Feeling as information
Norbert Schwarz developed the " feelings-as-information" theory, one of the most influential explanations for the cognitive consequences of affect. This theory states that in the formation of a judgment about an object, feelings flow into the information for judging the object. Although this type of judgment is entirely reliable, individuals may be wrong about the source of this information. A classic experiment on this hypothesis was carried out by Schwarz and Clore: Individuals reported higher life satisfaction when they were in a positive mood than when they were in a negative mood. This influence of mood disappears when the interviewers mention the weather before they ask about life satisfaction, because the people correctly assign the current mood to the weather. This shows that the current mood is used as information in evaluations.

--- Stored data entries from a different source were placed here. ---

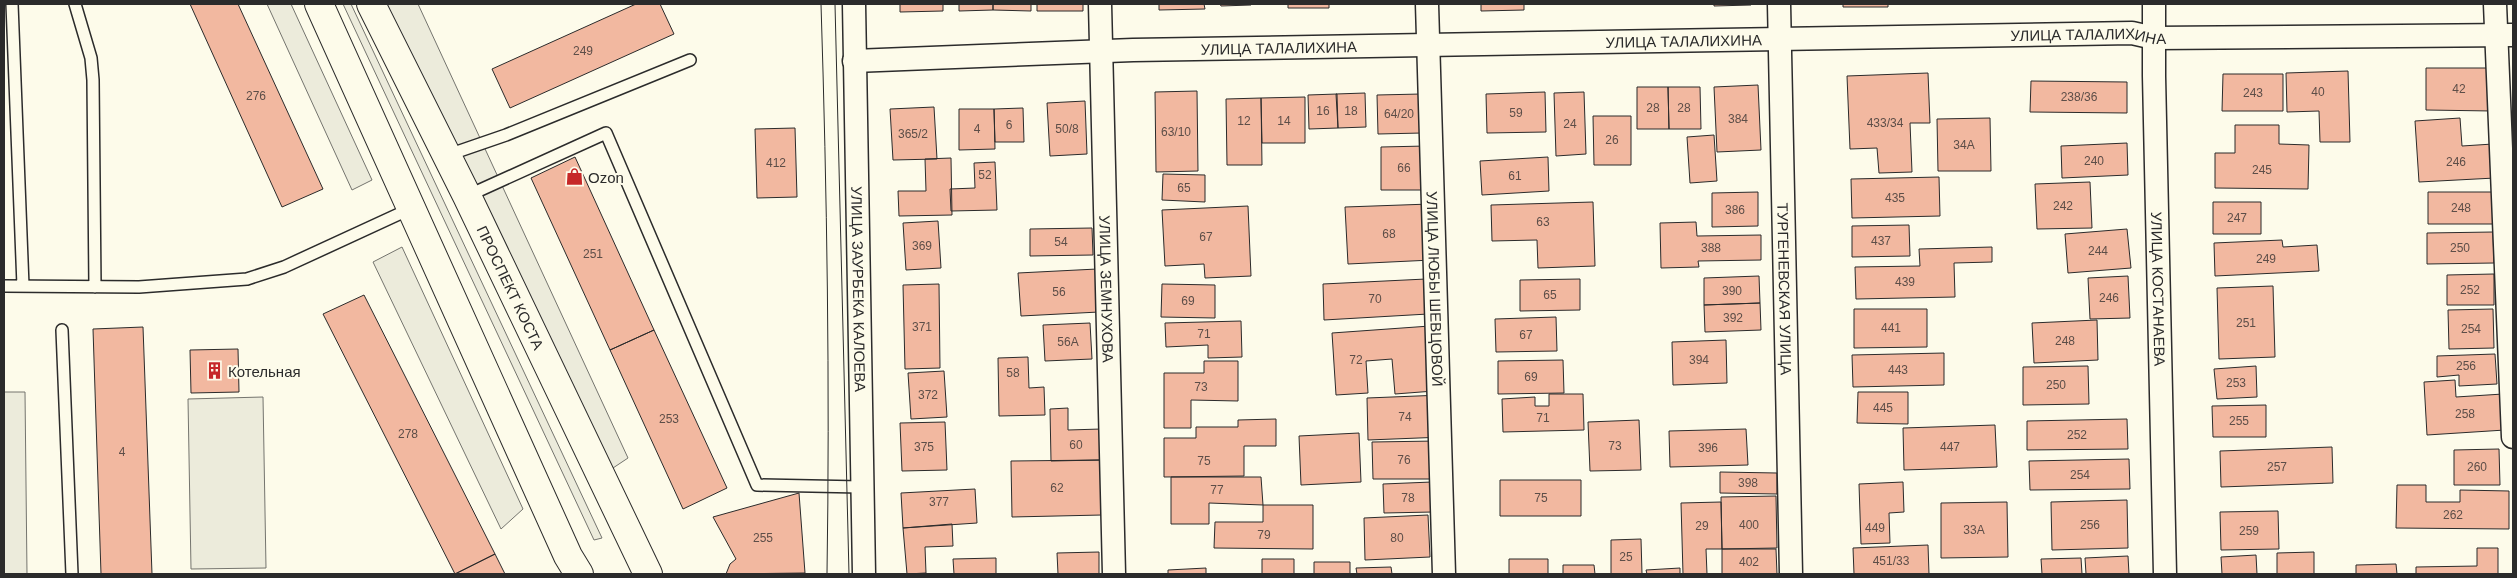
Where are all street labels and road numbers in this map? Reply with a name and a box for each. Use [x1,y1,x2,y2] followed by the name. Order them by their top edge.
[2010,24,2166,47] street label: УЛИЦА ТАЛАЛИХИНА
[1605,31,1762,50] street label: УЛИЦА ТАЛАЛИХИНА
[1200,38,1357,57] street label: УЛИЦА ТАЛАЛИХИНА
[849,186,869,392] street label: УЛИЦА ЗАУРБЕКА КАЛОЕВА
[1424,191,1447,387] street label: УЛИЦА ЛЮБЫ ШЕВЦОВОЙ
[1775,202,1795,375] street label: ТУРГЕНЕВСКАЯ УЛИЦА
[2148,211,2169,366] street label: УЛИЦА КОСТАНАЕВА
[1097,215,1117,363] street label: УЛИЦА ЗЕМНУХОВА
[474,223,548,352] street label: ПРОСПЕКТ КОСТА

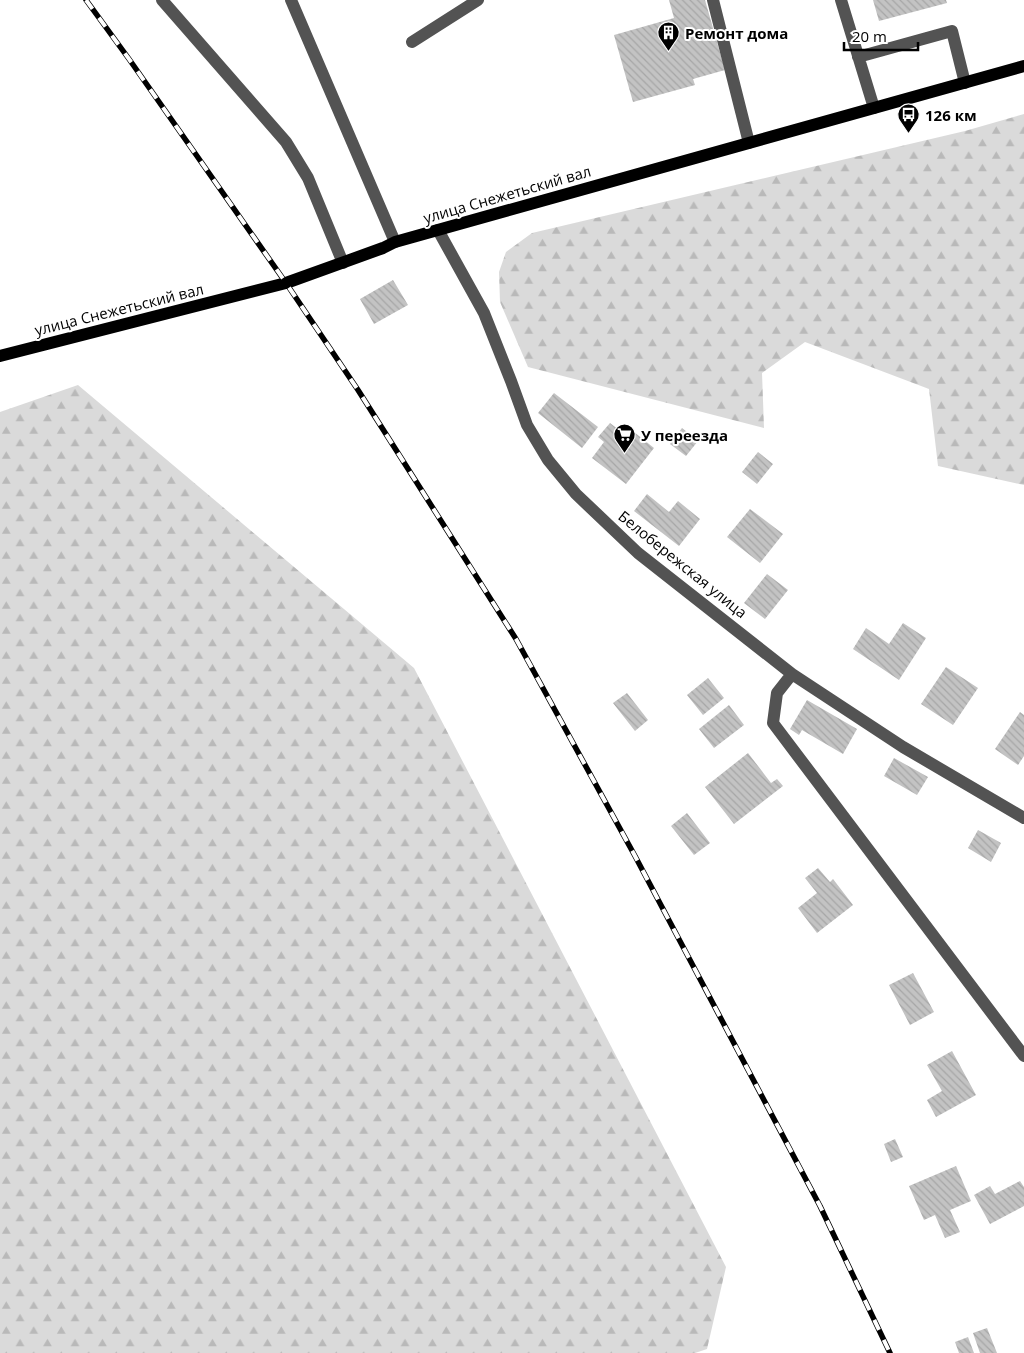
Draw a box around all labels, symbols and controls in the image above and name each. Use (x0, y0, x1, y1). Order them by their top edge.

Another feeling that played an important role in the “feel-as-information” perspective is the metacognitive feeling of ease or difficulty in retrieving information. Indeed, Schwarz and his colleagues were able to show that people tend to make their judgments based on the phenomenal experience of ease of retrieval. However, these feelings can be aroused by various factors that are not related to the judgment, for example the characteristics of the task (listing a few versus many specific events), processing fluency (high versus low figure-ground contrast, legible versus less legible fonts ) or by manipulating the motor feedback (e.g. contraction of the eyebrows). The experience of processing fluid created in this way influences judgments about truth, frequency, risk and beauty: Objects that are more easily processed are viewed as more true, more frequent, riskier and more beautiful.
In an elegant experiment, a group of subjects was asked to list six episodes in which they behaved confidently, which is a relatively easy task; the other group had to list twelve such behaviors, which is relatively difficult. The subjects were then asked to indicate how confident they were. In fact, the test subjects used the feeling of ease of retrieval as information and rated themselves as more self-confident if they had to retrieve 6 instead of 12 episodes of their own self-confidence.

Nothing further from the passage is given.